We also get to read about the Infinity's maiden voyage, and see what it can really do as a ship built to dominate against the best the Covenant has to offer. We get to learn about the weapons it has, the Forerunner enhancements the ship has over other vessels in the UNSC fleet (both by design and bu addition courtesy of the Huragok), and the impact the vessel makes immediately on intergalactic politics.
Since Halo: Glasslands is published and canon, not everything can be changed or corrected in Halo: The Thursday War, but the novel is laid out in such a way to minimize the errors of the previous novel. For example, the Spartan-II's and Spartan-III's are completely absent, as is Chief Mendez, which is a very good thing as their lack of presence means the characters can't be changed any further. Established characters like Admiral Hood and the Arbiter are featured, however the former was never hugely developed in previous works (novels or games) and Traviss gets to really flesh him out and make him that much more real.

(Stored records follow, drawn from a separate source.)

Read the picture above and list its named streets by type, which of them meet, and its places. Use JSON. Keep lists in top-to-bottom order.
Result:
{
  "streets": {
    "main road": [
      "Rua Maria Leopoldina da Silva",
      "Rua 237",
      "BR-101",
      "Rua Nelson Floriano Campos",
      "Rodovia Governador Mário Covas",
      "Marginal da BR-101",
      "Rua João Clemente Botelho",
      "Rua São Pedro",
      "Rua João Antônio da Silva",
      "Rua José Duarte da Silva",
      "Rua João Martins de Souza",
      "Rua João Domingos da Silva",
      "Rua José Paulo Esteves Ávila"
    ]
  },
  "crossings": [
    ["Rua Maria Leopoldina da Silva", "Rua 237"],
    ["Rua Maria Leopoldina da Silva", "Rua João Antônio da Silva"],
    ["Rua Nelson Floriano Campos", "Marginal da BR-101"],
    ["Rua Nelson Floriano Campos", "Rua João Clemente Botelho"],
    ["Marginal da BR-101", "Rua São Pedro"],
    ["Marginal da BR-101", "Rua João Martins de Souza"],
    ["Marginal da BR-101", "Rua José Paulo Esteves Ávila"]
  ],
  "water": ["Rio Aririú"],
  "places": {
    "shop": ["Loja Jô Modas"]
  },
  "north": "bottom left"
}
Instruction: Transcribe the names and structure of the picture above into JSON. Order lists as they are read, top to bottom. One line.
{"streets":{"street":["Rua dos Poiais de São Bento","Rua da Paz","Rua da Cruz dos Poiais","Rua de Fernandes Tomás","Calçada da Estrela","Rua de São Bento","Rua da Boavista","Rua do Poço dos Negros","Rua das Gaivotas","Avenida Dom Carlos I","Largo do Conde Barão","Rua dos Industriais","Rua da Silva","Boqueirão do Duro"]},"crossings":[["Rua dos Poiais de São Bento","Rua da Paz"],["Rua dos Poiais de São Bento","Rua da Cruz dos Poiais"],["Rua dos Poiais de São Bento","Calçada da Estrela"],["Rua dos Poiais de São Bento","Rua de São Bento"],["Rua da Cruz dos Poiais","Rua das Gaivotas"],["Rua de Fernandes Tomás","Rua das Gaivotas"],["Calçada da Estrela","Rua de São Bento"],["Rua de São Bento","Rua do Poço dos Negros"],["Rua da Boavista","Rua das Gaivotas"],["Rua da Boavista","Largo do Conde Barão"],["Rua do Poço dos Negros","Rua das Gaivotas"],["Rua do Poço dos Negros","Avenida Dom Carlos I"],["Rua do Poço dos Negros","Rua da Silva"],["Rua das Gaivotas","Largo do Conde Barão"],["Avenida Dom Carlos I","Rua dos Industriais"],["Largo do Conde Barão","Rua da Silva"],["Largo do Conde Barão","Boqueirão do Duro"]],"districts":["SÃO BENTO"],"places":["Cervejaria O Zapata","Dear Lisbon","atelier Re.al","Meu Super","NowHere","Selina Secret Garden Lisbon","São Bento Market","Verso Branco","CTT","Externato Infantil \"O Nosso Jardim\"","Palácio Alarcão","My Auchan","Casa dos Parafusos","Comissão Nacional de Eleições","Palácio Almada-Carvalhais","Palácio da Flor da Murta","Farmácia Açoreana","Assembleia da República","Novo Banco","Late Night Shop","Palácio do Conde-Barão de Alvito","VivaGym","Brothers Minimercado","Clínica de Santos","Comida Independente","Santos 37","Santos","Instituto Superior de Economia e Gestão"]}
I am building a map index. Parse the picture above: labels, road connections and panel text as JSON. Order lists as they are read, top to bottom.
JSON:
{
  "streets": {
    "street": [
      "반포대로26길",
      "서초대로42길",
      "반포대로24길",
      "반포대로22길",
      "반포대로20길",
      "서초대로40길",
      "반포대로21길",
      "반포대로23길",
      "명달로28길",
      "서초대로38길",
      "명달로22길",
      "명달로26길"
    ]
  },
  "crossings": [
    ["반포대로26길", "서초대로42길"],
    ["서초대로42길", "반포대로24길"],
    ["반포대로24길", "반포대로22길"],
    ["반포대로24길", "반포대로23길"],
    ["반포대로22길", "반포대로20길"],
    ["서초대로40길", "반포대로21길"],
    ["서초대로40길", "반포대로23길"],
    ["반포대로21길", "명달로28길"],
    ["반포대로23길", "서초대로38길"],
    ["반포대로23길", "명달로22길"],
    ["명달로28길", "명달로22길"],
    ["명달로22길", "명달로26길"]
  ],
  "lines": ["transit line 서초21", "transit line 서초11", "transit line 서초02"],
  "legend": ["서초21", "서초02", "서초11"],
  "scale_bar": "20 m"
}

The Arbiter is mentioned significantly but only appears sparingly, which I feel was a very smart move.
Traviss' core strength, in my opinion, has always been character development (not to make light of her military expertise), and she works best with new characters or ones she's created or guided from the beginning. Halo: The Thursday War plays up on that, whether it's the strong dynamic between the members of Kilo-Five to the back and forth between Parangosky and Hood, there's a lot of action in both the literal and figurative sense.
Having said that though, in recent years I've found she tends to get a bit too repetitive with character's empathy towards one another. One strong example from the novel would be Naomi-010's feelings dealing with the fact that her father is an insurrectionist, and while it's important and quite essential to explore this character dynamic, the nail gets hit on the head far too often. We know it's hard and that she finds it difficult to deal with but keeps her real feelings bottled up, and we know the other members of Kilo-Five find it hard in general and for her, but really, we don't need to be told or reminded as often as we do.
Despite that though, I must say that I did enjoy Halo: The Thursday War. It's not the strongest novel for the franchise and not Traviss' best work, but it's leaps and bounds beyond its predecessor and that gives me a great sense of optimism for the next novel in the series. If it improves over Halo: The Thursday War as much as Halo: The Thursday War did over Halo: Glasslands, then we'll be in for one heck of a treat. The novel leaves lots of very interesting questions to be answered, and I am looking forward to see just how things wrap up.